I only need one to work.

Promise.any([callBack, apologyText, voiceNote])
  .then(() => console.log("Crisis avoided.. I'm safe"))
  .catch(() => console.log("All attempts failed. 😭😭 Fielding set hai.."));

Resolves on first success ☑️
Rejects only if all fail ❌


Promise.allSettled() - Just tell me what happened..

Eventually I didn't care what worked..

I just wanted a full report , as i was so busy solving my device rather than consoling her..

Which thing got me a reaction from her.. ? (callBack.. , text apology , voice note )
Which thing didn't ..
And specially What succeeded?

Promise.allSettled([callBack, apologyText, voiceNote])
  .then(results => console.log("Status report:", results)); 

This method never fails..
It returns outcomes for every promise.

Perfect for logging, analytics, monitoring.


Promise.resolve() - Instant Success

Like when she replies instantly ( very rare in my case )

Promise.resolve("She replied ❤️")
  .then(msg => console.log(msg));

Creates and immediately successful promise.


Promise.reject() - Instant Failure

Like when she reads you message.. and
... leave it on seen 😭😭

Promise.reject("Seen 2 hours ago.. ")
  .catch(msg => console.log(msg));

Creates an immediately rejected promise


What that Night Taught me

That call didn't just teach me about relationships..
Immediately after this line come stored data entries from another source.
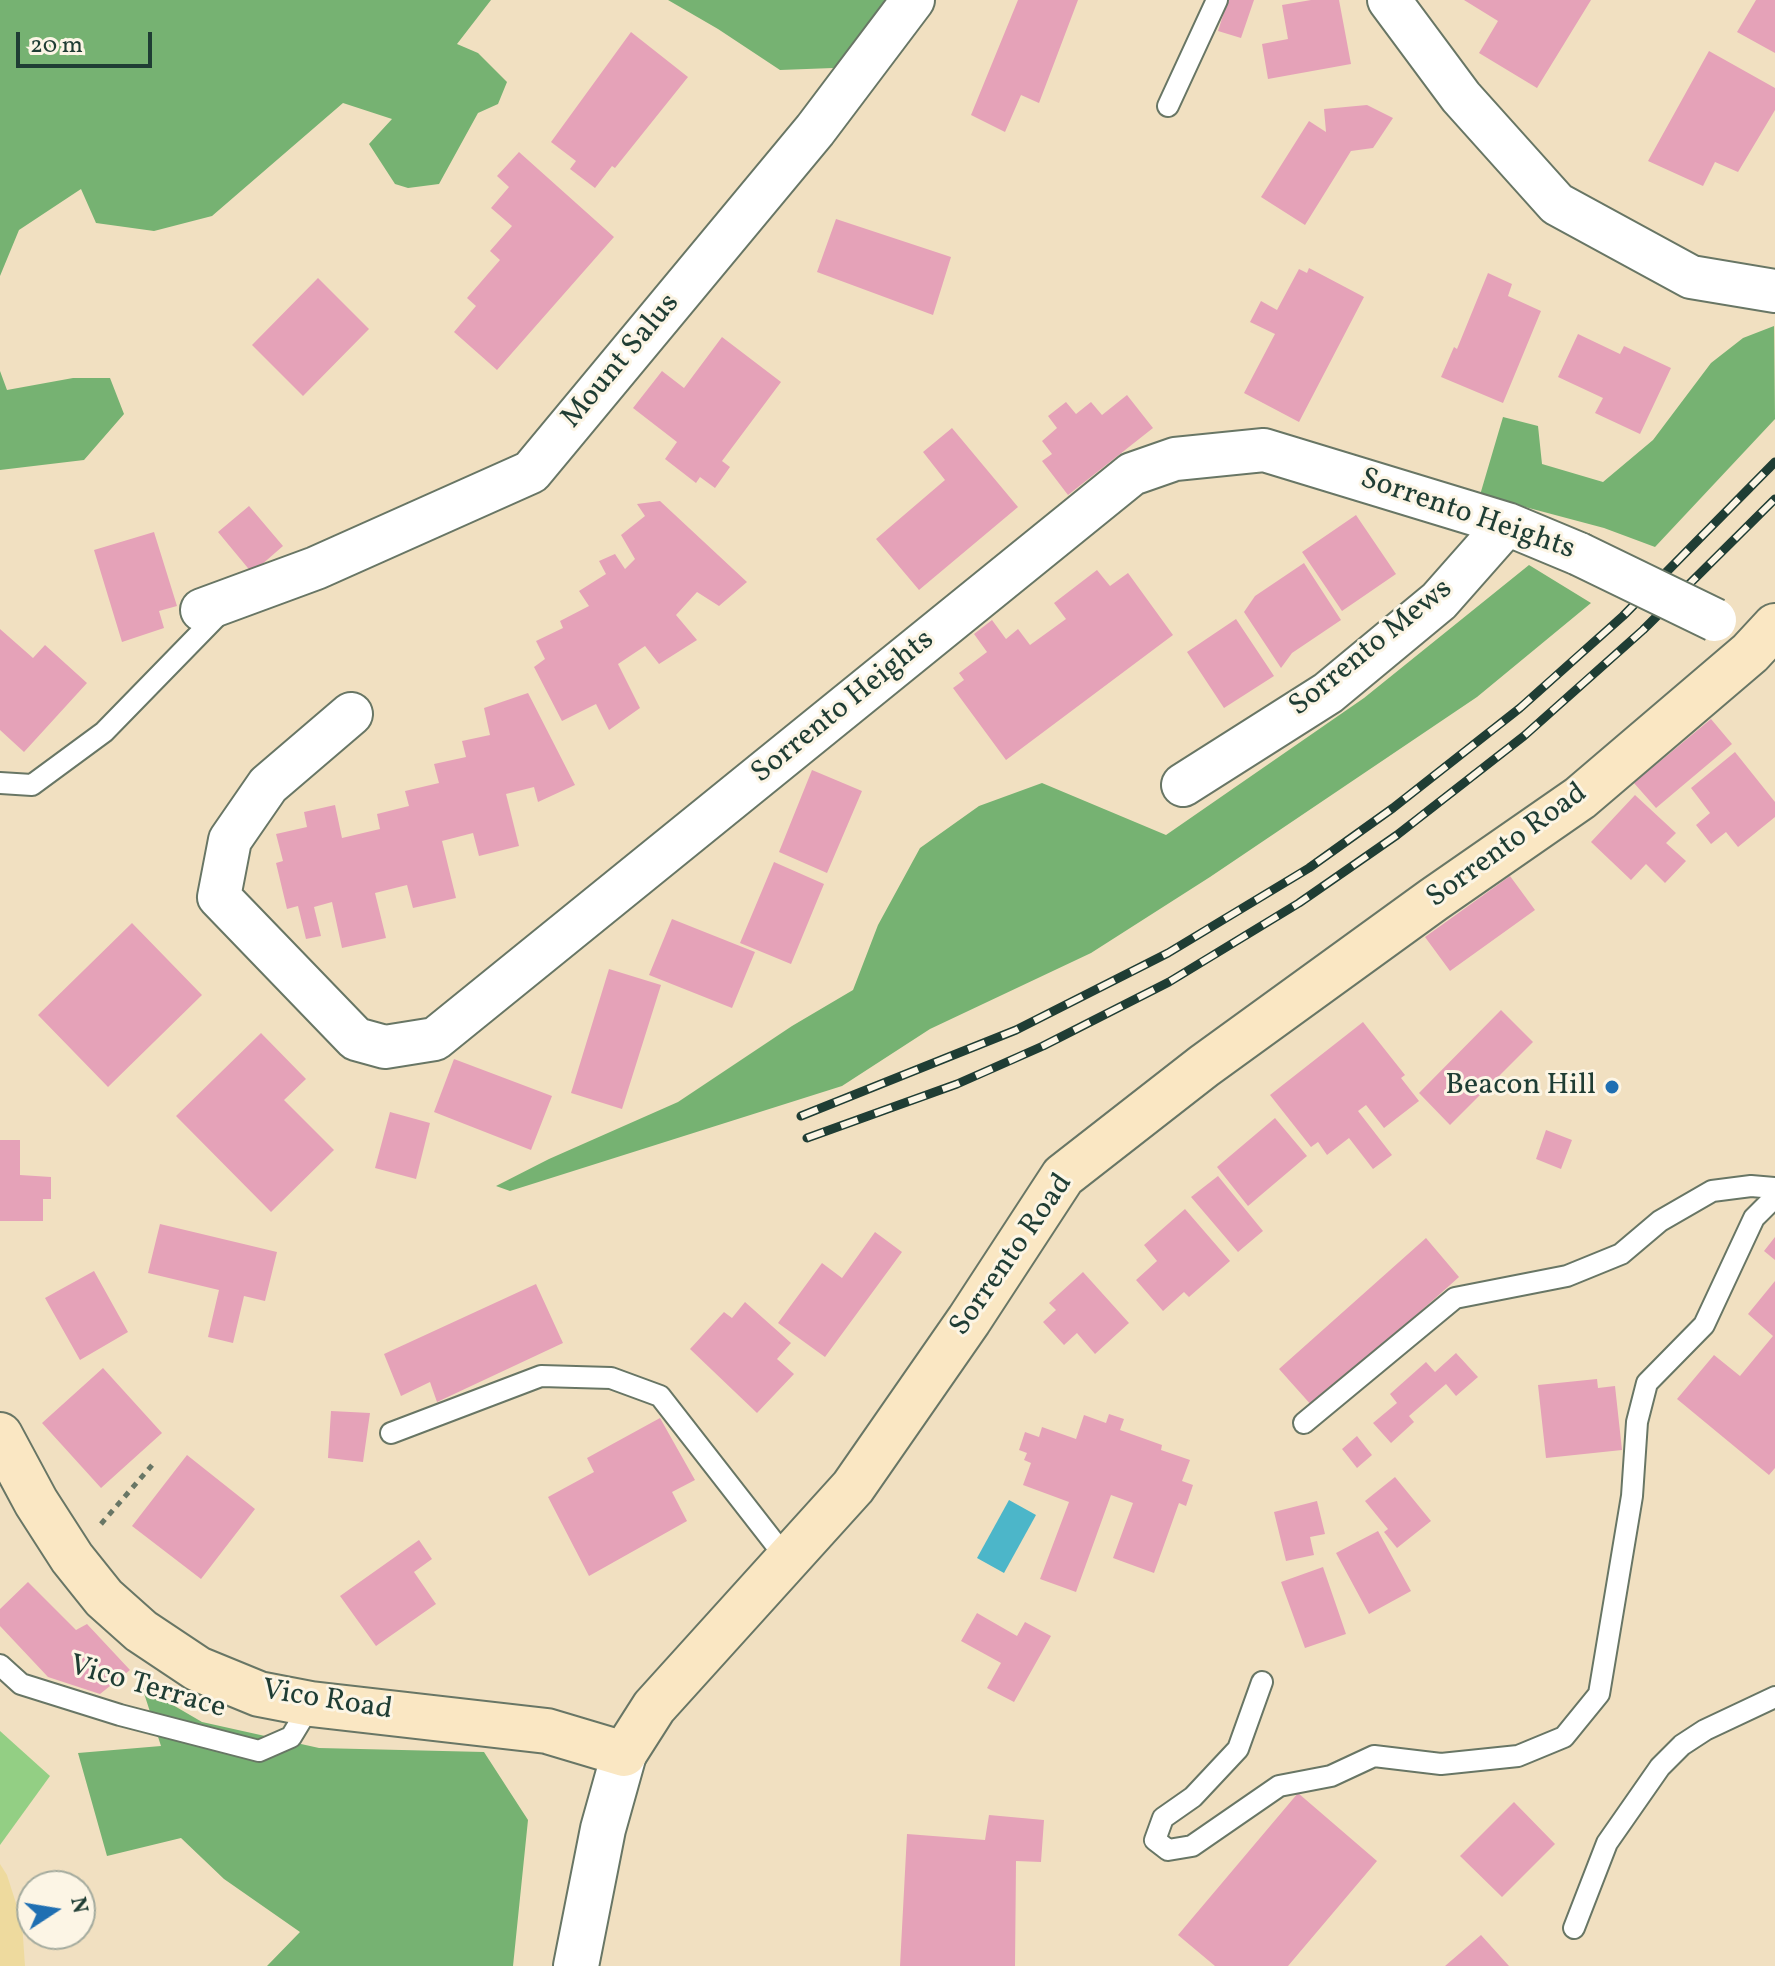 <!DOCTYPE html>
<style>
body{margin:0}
#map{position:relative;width:1775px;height:1966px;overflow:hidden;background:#f1e0c1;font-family:Vollkorn,serif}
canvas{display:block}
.north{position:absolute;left:16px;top:1870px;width:80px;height:80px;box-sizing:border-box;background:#fcf5e5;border:2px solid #a4ab9e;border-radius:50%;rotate:78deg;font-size:22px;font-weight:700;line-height:32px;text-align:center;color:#1f3d34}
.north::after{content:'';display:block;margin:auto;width:28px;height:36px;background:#1f6fb2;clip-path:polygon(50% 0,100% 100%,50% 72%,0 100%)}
.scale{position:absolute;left:16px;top:32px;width:136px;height:36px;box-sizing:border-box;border:4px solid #1f3d34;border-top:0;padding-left:10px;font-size:24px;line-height:28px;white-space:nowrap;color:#1f3d34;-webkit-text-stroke:6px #fcf5e5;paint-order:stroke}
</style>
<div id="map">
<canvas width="1775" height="1966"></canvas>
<div class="north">N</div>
<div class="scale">20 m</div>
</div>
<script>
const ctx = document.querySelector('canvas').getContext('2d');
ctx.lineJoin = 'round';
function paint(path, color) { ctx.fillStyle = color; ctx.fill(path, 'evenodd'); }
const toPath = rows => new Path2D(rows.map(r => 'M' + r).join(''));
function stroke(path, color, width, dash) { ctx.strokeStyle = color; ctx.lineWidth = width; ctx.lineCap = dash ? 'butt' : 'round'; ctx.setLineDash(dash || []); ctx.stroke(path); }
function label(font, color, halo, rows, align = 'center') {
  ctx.font = font + ' Vollkorn,serif'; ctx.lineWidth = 6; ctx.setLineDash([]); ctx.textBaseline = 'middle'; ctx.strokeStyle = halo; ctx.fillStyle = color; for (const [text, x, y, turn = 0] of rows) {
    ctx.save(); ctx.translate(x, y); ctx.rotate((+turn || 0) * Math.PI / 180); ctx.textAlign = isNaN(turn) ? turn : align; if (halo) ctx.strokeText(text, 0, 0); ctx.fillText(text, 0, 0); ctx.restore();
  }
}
const green = toPath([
 [0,1731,50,1776,0,1845]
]);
const forest = toPath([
 [0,0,491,0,457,44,478,53,507,82,498,104,478,113,439,184,408,188,395,184,369,144,392,119,343,103,212,216,154,231,96,223,81,189,19,230,0,276],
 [668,0,897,0,852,61,833,68,780,70,718,29],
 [1774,326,1775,419,1655,547,1604,528,1480,495,1503,417,1538,426,1542,464,1603,482,1653,440,1711,363,1743,338],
 [0,371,7,390,73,378,110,378,124,414,84,460,0,470],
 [1529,565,1591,603,1477,697,1210,877,1091,953,930,1029,842,1086,510,1191,496,1186,549,1159,678,1102,792,1026,853,990,878,925,920,848,979,806,1042,783,1166,835,1364,698],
 [142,1687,202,1722,319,1748,484,1752,528,1820,513,1966,267,1966,300,1932,224,1879,181,1838,107,1856,78,1753,161,1746]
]);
const sand = toPath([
 [0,1864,7,1875,22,1922,25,1966,0,1966]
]);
const water = toPath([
 [1009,1500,1036,1515,1004,1573,977,1558]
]);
const building = toPath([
 [1018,0,1078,0,1039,103,1021,95,1005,132,971,115],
 [1228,0,1254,0,1241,38,1218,31],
 [1311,0,1339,0,1351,64,1268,79,1262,44,1288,39,1282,5],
 [1464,0,1591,0,1537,88,1479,53,1498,21],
 [1756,0,1775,0,1775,53,1737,32],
 [631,32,688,77,615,168,612,166,595,188,570,169,576,161,551,142],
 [1709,51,1775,88,1775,110,1738,172,1715,162,1703,186,1648,161],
 [1367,105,1393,118,1373,148,1351,151,1305,225,1261,197,1309,121,1326,132,1324,109],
 [519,152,614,237,497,370,454,332,476,306,467,298,500,260,490,251,512,226,491,208,509,187,497,176],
 [836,219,951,257,933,315,817,272],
 [1309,268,1364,297,1299,422,1244,393,1275,334,1250,322,1261,301,1277,310,1299,269,1307,273],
 [1488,273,1512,284,1508,296,1541,311,1503,403,1441,377,1454,347,1457,349],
 [318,278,369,329,303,396,252,345],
 [1578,334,1620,354,1624,346,1671,368,1640,434,1595,413,1603,398,1558,377],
 [722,337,781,382,722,461,730,467,715,488,700,477,696,483,665,459,677,442,633,408,662,371,684,388],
 [1127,395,1153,428,1068,495,1042,461,1052,454,1042,441,1057,428,1048,416,1066,402,1076,414,1091,402,1102,415],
 [952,428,1018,507,919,590,876,539,945,480,923,452],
 [660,501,747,582,719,606,697,592,676,615,697,640,659,664,645,646,618,664,640,708,609,730,596,704,562,721,534,667,545,659,536,641,563,628,560,621,589,606,579,591,606,574,599,561,615,554,625,569,635,559,621,535,645,516,637,504],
 [249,506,283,546,252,573,218,532],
 [1356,515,1396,574,1342,611,1302,552],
 [154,532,177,606,159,611,164,628,122,642,94,550],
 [1304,563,1341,620,1292,653,1281,668,1244,612,1255,596],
 [1097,570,1110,586,1128,573,1173,635,1006,760,953,688,964,680,959,673,987,652,974,634,992,620,1006,639,1018,629,1030,645,1066,619,1054,603],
 [1236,619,1274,676,1224,708,1187,652],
 [0,629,33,658,45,645,87,683,24,752,0,730],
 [528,693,575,785,538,802,534,787,506,794,519,846,479,856,473,833,442,841,456,898,413,908,407,885,375,893,386,938,342,948,332,902,314,907,321,936,306,939,298,906,287,909,276,863,283,861,276,834,307,827,304,812,335,805,342,838,380,829,377,814,409,806,405,791,439,783,434,764,466,757,462,741,490,735,484,708],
 [1711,719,1732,744,1656,808,1634,783],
 [1735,752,1775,802,1775,817,1738,847,1726,832,1711,844,1696,825,1710,813,1691,788],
 [812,770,862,791,827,873,779,852],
 [1635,795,1676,833,1666,843,1686,861,1665,883,1646,864,1631,880,1591,842],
 [774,862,824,884,791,964,740,943],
 [1510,876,1535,910,1450,971,1425,937],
 [672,919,755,952,732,1008,649,975],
 [132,923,202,995,108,1087,38,1015],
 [609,969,661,985,622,1109,571,1093],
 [1501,1010,1533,1042,1450,1125,1419,1093],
 [1363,1022,1405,1075,1401,1078,1419,1101,1384,1128,1366,1105,1358,1111,1392,1155,1373,1169,1349,1138,1327,1155,1318,1142,1311,1147,1270,1095],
 [261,1033,306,1079,284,1100,334,1150,271,1212,176,1116],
 [454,1059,552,1096,531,1150,434,1112],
 [390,1112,430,1123,416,1179,375,1168],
 [1275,1118,1307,1156,1248,1206,1217,1167],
 [1546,1130,1572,1140,1561,1169,1536,1159],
 [0,1140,20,1140,20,1175,51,1177,51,1199,43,1199,43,1221,0,1221],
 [1218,1176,1263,1231,1238,1252,1191,1197],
 [1185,1209,1230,1261,1189,1297,1184,1292,1163,1311,1136,1280,1157,1261,1144,1245],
 [160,1224,277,1252,265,1301,244,1296,233,1343,208,1337,219,1290,148,1273],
 [875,1232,902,1252,825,1357,778,1323,822,1263,842,1278],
 [1775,1237,1775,1260,1764,1251],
 [1426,1238,1459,1277,1313,1407,1279,1369],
 [94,1271,128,1332,80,1360,45,1298],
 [1083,1272,1129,1323,1095,1354,1077,1333,1064,1345,1043,1322,1056,1310,1049,1303],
 [1775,1281,1775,1468,1769,1475,1677,1399,1714,1355,1740,1376,1773,1336,1748,1314],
 [536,1284,563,1343,437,1402,430,1382,401,1396,384,1354],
 [745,1302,791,1343,777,1359,794,1374,757,1413,690,1349,724,1312,732,1318],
 [1456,1353,1478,1377,1456,1396,1446,1384,1409,1416,1414,1422,1391,1443,1373,1423,1397,1403,1390,1394,1426,1362,1435,1372],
 [103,1368,162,1433,101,1488,42,1423],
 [1597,1379,1598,1388,1615,1386,1622,1450,1546,1458,1538,1385],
 [331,1411,370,1413,363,1462,328,1458],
 [1109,1414,1124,1419,1120,1430,1162,1445,1161,1450,1190,1460,1182,1481,1193,1485,1186,1506,1179,1503,1154,1573,1113,1558,1133,1503,1111,1495,1076,1592,1040,1579,1069,1502,1023,1485,1031,1463,1024,1460,1027,1453,1019,1450,1025,1432,1039,1437,1042,1427,1076,1439,1084,1415,1106,1423],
 [660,1418,695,1480,672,1492,687,1521,589,1576,548,1497,594,1472,587,1458],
 [1357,1436,1372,1455,1357,1468,1342,1449],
 [187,1455,255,1509,201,1579,132,1526],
 [1395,1477,1431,1521,1397,1548,1384,1532,1388,1529,1365,1501],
 [1317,1501,1325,1534,1310,1537,1314,1555,1286,1561,1274,1512],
 [1378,1531,1411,1591,1369,1614,1336,1553],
 [419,1540,432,1559,414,1572,436,1604,376,1646,340,1596],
 [1323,1567,1346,1634,1305,1648,1281,1582],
 [28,1582,76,1630,87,1624,130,1670,100,1694,48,1677,0,1626,0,1609],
 [977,1613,1017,1636,1025,1622,1051,1636,1014,1702,987,1688,1001,1663,961,1641],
 [1298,1793,1377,1861,1288,1966,1215,1966,1178,1935],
 [1514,1802,1555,1844,1502,1897,1460,1856],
 [989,1815,1044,1820,1041,1862,1016,1861,1015,1966,900,1966,907,1834,985,1840],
 [1481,1935,1509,1966,1445,1966]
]);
const path = toPath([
 [101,1524,153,1464]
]);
const service = toPath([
 [1168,106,1217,0],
 [0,783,32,785,104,732,221,612],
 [1304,1423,1455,1298,1567,1276,1621,1254,1660,1221,1712,1191,1751,1186,1775,1188],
 [391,1433,541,1376,611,1378,660,1396,787,1559],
 [0,1665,21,1684,120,1715,259,1751,291,1737,311,1704],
 [1262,1682,1238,1749,1193,1797,1163,1818,1155,1840,1168,1850,1192,1846,1279,1786,1331,1776,1374,1756,1441,1764,1518,1756,1564,1737,1599,1694,1632,1496,1637,1422,1647,1383,1704,1325,1754,1218,1775,1197],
 [1574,1928,1607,1843,1660,1767,1682,1745,1705,1730,1775,1697]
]);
const minor = toPath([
 [1389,0,1461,97,1557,204,1691,277,1775,291],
 [202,610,316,568,531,472,815,130,913,0],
 [351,714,268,785,230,840,219,897,356,1039,385,1047,435,1039,1132,474,1175,459,1264,450,1507,524,1579,554],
 [1183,785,1328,693,1439,601,1507,524]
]);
const tertiary = toPath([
 [576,1966,603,1829,624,1754]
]);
const secondary = toPath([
 [0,1435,36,1502,72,1558,104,1598,141,1631,198,1669,259,1694,311,1704,547,1731,624,1754,654,1707,853,1487,969,1320,1063,1176,1204,1066,1433,900,1580,798,1750,653,1775,626]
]);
const rail = toPath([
 [801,1116,1016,1030,1168,953,1309,868,1393,808,1520,708,1623,616,1775,462],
 [807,1138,957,1084,1043,1046,1169,982,1299,903,1397,835,1524,736,1643,630,1775,499]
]);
const minorBridge = toPath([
 [1579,554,1715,620]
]);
const markers = [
 [1612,1087,8,"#1f6fb2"]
];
const streetNames = [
 ["Mount Salus",622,362,-50],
 ["Sorrento Heights",1467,516,19],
 ["Sorrento Mews",1372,649,-39],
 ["Sorrento Heights",844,708,-39],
 ["Sorrento Road",1508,847,-36],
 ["Sorrento Road",1013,1256,-55],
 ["Vico Terrace",147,1689,16],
 ["Vico Road",327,1702,9]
];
const poiNames = [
 ["Beacon Hill",1596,1087]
];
paint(green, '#93cf84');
paint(forest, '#76b272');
paint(sand, '#eeda9e');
paint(water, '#4cb6c9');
paint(building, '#e5a2b8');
stroke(service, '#687665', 24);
stroke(minor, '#687665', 46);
stroke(tertiary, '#687665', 48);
stroke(secondary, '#687665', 48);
stroke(path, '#687665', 5, [6, 6]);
stroke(service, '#fff', 20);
stroke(minor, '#fff', 42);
stroke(tertiary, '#fff', 44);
stroke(secondary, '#fae7c3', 44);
stroke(rail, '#1f3d34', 9);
stroke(rail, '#fcf5e5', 6, [18]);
stroke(minorBridge, '#687665', 46, []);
stroke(minorBridge, '#fff', 42);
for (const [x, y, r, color] of markers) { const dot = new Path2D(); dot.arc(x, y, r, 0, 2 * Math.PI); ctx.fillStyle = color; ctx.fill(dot); stroke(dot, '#fcf5e5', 3); }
label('30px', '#1f3d34', '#fcf5e5', streetNames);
label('30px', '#1f3d34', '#fcf5e5', poiNames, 'right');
</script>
It taught me something deeper about systems, timing, and uncertainity:

Promises don't guarantee sucess..

They gurantee resolution.

some resolve
some reject
some take longer than you expect.

What matters is not the promise itself.

What matters is how you handle it when it settles.


Closing Note..

JavaScript didn't invent promises..

Life did.. JavaScript just gave them SYNTAX

I hope you guys learnt about Promises and Its methods via this article.